И они породнились, господа из Бургундии, Франции, из Голландии, посланцы от долов Каринтии, замков Богемии, от кайзера Леопольда. Ведь то, что рассказывает один, было с ними со всеми и в точности так же. Словно на свете одна только мать.

Кони вступают в ночь, в начало неведомой ночи. Все снова молчат, но с ними светлое слово. И вот маркиз снимает шлем. Волосы у него легкие, темные, и когда он склоняет голову, они льнут к щекам нежно, как у женщины. И Лангенау тоже видит: что-то встает вдалеке, стройное, темное. И сияет. Один, одинокий, ветхий столбец. И уже миновав его, много позже, вдруг понял, что это была Мадонна.

Бивачный костер. Все сели вокруг и ждут. Ждут, чтоб кто-то завел песню. Но все так устали. Красный огонь тяжел. Он падает на пыльные сапоги, всползает по ногам, поглядывает под бессильно забытые на коленях ладони. Он бескрыл. И оттого лица - темны. Но вот засветились впотьмах глаза маленького француза. Он поцеловал маленькую розу и спрятал опять. Пусть вянет дальше у него на груди. Фон Лангенау все видел, потому что ему не спалось. Он думает: "А у меня нет розы, нет у меня розы". И тогда фон Лангенау заводит песню. Это старая грустная песня.

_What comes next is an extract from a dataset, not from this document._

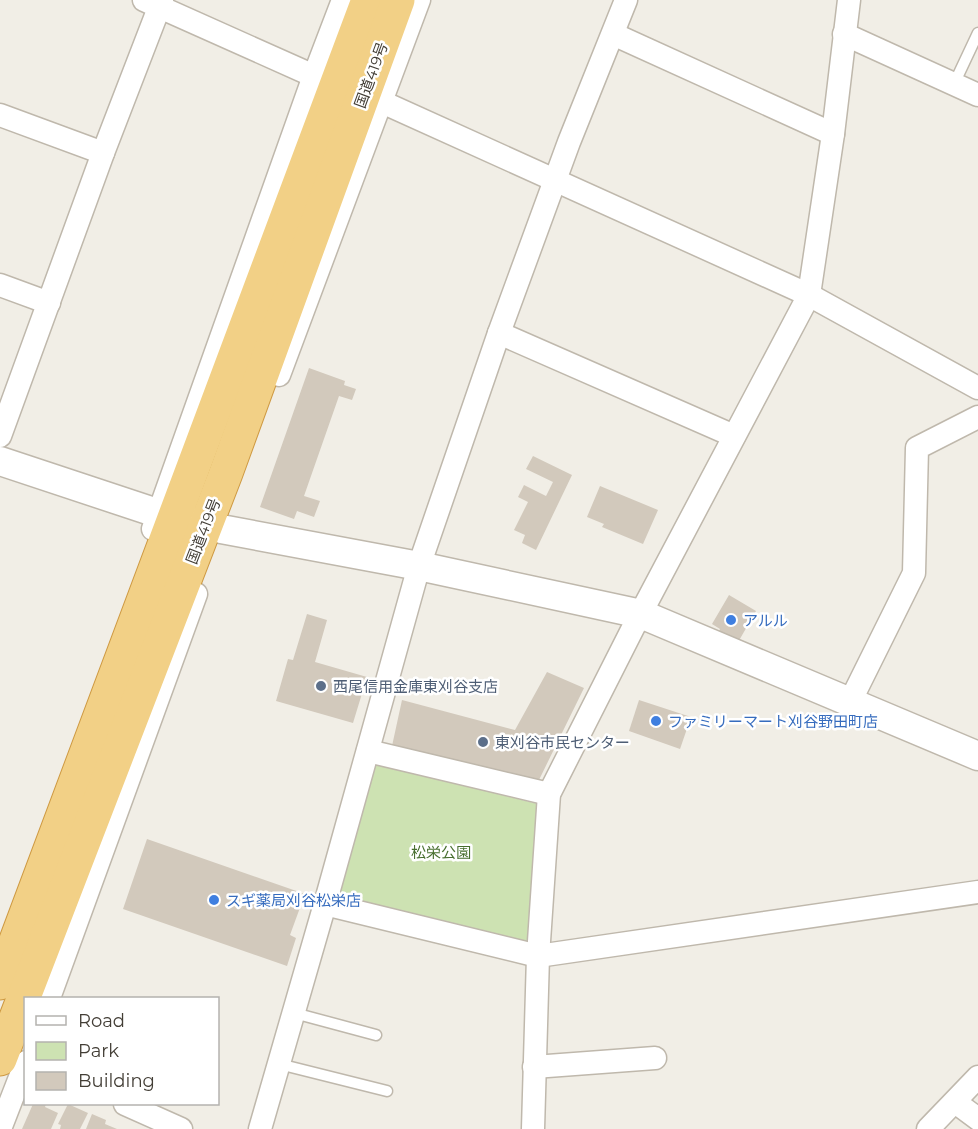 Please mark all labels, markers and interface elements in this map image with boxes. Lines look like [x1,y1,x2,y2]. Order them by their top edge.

Ее поют наши девушки в поле осенью, под конец жатвы.

Говорит маленький француз:

- Вы ведь еще совсем молодой, не правда ли?

И Лангенау ему, то ли с вызовом, то ли с печалью:

- Восемнадцать лет... И оба молчат.

Потом француз спрашивает:

- Вы тоже оставили дома невесту, юнкер?

- А вы? - отвечает вопросом фон Лангенау.

- У ней волосы светлые, как у вас.

И снова оба молчат, и немец кричит наконец:

- Так какого же черта трястись в седле по этой мерзкой земле навстречу турецким псам?

И маркиз улыбается:

- Чтоб воротиться.

А Лангенау грустно. Он вспоминает светловолосую девушку, с которой играл. Буйные игры. Домой бы, домой, хоть на минутку, чтоб только успеть сказать ей: "Ты прости мне, Магдалена, что я всегда был такой".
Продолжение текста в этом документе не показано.